For Intel+NVIDIA dual-GPU "Optimus" setups, an application can export NvOptimusEnablement as explained in OptimusRenderingPolicies.pdf. This option allows an application to ensure the use of the high-speed discrete GPU without needing profile updates or user interaction, which is usually desired for certain classes of applictions.

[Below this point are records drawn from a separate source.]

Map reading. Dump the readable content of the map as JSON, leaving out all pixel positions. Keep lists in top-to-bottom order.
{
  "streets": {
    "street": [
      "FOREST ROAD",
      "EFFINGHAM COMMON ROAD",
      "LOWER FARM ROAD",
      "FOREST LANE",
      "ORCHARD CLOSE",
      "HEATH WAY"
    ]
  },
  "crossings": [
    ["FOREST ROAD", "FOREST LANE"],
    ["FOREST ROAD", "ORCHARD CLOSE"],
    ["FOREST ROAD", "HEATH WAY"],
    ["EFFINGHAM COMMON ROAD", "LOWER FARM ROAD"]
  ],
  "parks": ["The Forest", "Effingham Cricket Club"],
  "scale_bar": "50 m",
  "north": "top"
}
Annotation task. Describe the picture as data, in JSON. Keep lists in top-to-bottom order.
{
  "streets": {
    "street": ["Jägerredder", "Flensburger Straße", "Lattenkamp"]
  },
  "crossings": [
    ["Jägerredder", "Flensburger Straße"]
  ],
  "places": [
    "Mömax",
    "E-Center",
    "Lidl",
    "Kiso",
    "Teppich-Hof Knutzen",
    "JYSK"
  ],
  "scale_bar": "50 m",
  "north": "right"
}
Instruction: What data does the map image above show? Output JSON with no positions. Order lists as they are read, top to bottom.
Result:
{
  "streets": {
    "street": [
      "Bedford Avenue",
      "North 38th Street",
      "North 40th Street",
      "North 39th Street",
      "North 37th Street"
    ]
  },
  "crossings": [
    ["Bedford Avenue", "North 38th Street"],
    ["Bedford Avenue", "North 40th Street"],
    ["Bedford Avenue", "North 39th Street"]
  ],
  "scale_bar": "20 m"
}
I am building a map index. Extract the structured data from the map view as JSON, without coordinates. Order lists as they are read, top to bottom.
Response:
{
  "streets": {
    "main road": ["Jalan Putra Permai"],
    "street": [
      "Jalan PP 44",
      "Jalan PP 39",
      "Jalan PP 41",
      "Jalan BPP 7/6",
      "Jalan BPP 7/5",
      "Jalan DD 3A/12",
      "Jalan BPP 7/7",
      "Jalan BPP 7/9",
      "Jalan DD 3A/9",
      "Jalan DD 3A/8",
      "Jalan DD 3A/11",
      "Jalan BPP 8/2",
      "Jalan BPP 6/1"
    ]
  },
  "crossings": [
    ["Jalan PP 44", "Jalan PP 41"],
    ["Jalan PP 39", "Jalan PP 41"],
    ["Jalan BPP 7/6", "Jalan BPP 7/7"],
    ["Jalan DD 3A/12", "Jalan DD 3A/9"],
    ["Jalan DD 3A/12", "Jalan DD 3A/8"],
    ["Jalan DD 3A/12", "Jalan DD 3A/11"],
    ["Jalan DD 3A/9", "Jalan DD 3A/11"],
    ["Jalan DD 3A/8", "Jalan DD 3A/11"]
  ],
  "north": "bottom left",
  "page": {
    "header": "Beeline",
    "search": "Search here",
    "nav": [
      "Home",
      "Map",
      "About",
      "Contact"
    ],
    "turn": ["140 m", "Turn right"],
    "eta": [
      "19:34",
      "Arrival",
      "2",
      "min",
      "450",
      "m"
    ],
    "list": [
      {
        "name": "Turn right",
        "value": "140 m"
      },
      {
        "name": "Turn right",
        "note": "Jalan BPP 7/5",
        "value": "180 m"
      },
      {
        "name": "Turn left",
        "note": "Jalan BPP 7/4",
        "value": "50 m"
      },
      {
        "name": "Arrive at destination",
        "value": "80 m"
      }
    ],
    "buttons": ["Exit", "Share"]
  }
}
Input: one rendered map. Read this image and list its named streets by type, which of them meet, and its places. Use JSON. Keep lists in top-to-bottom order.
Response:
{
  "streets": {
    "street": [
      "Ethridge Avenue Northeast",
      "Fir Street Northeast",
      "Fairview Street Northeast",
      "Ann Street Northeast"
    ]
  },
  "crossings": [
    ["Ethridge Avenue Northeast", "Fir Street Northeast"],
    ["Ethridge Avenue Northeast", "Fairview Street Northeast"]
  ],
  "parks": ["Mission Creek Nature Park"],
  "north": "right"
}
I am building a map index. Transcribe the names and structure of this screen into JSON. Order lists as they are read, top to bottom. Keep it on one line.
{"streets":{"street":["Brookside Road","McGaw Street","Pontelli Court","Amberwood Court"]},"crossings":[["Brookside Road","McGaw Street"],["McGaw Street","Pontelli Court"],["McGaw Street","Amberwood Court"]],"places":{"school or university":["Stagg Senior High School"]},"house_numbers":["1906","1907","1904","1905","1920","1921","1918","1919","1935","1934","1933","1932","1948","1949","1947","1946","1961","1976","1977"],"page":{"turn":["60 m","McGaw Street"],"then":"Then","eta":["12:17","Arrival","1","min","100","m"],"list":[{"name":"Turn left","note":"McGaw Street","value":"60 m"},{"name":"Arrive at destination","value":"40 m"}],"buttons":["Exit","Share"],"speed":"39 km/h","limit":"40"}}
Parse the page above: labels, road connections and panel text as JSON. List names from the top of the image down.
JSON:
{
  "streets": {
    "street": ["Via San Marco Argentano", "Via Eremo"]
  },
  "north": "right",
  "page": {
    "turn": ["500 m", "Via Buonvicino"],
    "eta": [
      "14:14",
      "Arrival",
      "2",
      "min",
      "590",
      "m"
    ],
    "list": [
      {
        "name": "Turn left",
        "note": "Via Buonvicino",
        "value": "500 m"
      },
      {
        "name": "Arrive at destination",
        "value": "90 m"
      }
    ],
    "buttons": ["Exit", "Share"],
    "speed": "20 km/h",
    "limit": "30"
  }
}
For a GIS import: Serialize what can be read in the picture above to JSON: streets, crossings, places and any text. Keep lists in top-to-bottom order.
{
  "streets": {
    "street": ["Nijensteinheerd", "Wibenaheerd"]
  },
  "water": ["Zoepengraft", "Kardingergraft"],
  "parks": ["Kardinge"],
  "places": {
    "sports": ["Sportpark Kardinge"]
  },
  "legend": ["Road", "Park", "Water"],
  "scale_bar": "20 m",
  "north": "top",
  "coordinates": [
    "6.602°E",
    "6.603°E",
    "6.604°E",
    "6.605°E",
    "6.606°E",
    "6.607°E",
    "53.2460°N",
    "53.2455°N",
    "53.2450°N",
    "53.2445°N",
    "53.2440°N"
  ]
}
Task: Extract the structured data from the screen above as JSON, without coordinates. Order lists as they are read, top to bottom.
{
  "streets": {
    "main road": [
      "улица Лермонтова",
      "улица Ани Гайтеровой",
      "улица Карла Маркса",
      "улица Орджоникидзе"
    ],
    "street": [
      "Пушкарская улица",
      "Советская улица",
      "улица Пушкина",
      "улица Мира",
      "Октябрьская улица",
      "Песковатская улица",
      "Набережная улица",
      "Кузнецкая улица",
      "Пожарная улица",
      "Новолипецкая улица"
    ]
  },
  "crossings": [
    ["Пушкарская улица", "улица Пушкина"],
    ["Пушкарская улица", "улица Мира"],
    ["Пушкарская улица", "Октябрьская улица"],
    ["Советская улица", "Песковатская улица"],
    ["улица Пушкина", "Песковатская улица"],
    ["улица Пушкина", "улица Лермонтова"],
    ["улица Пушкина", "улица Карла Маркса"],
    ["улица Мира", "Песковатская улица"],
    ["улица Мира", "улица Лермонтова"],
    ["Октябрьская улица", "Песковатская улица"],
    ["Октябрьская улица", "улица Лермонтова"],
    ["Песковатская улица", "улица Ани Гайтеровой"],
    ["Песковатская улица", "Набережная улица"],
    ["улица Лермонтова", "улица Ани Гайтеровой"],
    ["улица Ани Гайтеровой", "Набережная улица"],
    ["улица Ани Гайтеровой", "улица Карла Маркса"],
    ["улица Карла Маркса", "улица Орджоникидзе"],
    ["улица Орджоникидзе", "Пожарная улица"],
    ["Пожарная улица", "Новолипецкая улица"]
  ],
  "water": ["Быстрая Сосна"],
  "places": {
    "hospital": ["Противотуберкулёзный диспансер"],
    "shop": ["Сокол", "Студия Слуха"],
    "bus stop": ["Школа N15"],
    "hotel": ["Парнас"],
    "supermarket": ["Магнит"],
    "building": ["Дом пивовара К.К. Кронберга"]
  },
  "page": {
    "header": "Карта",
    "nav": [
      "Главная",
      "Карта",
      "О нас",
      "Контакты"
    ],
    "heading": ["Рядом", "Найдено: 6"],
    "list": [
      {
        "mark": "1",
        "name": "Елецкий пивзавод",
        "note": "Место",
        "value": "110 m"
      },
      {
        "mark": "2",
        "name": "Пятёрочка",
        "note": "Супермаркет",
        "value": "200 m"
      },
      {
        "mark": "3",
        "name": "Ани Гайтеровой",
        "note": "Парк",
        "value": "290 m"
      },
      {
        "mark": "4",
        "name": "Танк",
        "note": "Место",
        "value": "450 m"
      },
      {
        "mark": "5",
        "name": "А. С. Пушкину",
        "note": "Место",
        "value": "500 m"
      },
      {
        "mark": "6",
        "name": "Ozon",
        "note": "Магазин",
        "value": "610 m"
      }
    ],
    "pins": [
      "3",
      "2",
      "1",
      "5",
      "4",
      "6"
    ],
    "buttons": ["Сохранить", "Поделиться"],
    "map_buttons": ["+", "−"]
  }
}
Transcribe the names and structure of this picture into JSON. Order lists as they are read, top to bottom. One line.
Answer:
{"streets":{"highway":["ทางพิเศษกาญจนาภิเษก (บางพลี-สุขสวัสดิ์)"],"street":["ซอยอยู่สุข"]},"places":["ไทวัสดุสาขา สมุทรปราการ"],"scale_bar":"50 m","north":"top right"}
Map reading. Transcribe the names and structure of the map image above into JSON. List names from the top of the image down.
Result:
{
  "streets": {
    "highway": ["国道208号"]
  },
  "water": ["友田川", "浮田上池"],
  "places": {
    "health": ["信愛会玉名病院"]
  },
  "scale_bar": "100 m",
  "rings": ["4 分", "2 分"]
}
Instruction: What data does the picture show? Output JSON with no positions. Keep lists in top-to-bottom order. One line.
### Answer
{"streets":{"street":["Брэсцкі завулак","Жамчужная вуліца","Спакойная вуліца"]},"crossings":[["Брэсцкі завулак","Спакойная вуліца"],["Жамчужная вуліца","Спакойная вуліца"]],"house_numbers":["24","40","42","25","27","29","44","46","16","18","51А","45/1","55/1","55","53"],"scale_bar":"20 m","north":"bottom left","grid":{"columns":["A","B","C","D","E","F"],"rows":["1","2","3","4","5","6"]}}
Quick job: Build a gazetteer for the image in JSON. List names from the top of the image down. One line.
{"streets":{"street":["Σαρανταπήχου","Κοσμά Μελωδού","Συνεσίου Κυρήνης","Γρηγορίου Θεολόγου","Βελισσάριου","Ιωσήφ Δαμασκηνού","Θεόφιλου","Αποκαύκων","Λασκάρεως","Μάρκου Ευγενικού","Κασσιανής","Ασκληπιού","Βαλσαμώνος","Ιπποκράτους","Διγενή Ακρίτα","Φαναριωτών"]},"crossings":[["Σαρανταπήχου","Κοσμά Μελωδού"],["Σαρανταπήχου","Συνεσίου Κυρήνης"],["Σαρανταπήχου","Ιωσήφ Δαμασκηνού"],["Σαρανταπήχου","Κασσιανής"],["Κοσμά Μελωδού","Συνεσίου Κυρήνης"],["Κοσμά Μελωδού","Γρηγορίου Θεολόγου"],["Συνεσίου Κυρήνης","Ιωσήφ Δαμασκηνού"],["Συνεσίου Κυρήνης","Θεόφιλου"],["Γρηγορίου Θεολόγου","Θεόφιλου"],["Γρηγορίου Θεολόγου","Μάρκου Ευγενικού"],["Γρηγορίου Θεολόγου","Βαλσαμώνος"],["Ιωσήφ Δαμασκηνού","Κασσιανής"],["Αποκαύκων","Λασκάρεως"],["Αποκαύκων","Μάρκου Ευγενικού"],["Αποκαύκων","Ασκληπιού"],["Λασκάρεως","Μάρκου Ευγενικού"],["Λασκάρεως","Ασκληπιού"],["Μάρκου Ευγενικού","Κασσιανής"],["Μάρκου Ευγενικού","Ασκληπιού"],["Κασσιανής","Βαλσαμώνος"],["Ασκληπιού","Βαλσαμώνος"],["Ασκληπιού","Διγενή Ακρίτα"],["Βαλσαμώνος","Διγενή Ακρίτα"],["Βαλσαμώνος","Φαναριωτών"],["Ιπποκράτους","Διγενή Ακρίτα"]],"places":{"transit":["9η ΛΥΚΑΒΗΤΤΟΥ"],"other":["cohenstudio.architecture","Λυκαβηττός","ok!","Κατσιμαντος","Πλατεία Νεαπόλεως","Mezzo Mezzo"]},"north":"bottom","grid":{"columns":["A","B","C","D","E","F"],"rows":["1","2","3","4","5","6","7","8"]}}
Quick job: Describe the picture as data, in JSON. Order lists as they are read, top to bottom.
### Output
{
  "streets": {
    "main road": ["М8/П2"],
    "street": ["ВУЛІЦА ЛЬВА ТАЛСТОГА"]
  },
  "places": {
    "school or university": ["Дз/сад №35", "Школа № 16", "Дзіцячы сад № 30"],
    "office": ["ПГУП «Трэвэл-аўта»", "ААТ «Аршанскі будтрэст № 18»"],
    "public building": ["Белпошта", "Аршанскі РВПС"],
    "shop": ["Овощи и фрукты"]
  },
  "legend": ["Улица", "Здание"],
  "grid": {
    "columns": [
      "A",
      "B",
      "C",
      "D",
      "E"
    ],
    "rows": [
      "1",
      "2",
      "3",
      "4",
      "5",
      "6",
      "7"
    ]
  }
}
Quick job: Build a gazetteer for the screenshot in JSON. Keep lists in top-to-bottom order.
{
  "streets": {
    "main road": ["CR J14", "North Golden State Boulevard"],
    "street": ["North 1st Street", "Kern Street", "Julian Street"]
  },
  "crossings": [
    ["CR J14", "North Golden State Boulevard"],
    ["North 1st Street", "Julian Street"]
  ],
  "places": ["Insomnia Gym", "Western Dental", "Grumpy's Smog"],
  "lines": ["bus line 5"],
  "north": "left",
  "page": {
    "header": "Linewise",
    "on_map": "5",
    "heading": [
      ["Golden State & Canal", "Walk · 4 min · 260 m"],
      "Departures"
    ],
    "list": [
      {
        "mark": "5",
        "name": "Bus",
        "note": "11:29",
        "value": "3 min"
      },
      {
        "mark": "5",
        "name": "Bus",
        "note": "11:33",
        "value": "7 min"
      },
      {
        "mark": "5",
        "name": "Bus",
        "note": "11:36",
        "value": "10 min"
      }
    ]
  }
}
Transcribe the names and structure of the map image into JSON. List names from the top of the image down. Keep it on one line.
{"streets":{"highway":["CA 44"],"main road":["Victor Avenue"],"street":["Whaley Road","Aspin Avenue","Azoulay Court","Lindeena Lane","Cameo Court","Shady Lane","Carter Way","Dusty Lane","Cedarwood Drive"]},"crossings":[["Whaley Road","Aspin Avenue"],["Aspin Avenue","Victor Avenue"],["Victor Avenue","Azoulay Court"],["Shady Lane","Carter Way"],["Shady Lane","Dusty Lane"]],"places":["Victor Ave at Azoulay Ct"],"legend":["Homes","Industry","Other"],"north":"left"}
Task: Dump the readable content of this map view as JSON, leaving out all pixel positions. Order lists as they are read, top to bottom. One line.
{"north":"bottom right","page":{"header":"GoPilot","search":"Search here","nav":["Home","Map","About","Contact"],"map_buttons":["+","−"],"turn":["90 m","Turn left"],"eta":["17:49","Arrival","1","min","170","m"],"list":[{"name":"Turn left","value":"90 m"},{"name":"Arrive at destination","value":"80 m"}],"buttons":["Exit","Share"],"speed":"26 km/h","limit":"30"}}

Is there an equivalent trick for systems with AMD GPUs (Windows-only is fine), and if so, what is it? I have not been able to find any concrete information via Googling; only a lot of people asking the same question on various forums with no answers, or SO articles on the NVIDIA trick with a "maybe AMD has something similar, I don't know" comment.
According to https://community.amd.com/thread/169965
extern "C"
{
__declspec(dllexport) int AmdPowerXpressRequestHighPerformance = 1;
}
This will select the high performance GPU as long as no profile exists that assigns the application to another GPU.
Please make sure to use a 13.35 or newer driver. Older drivers do not support this.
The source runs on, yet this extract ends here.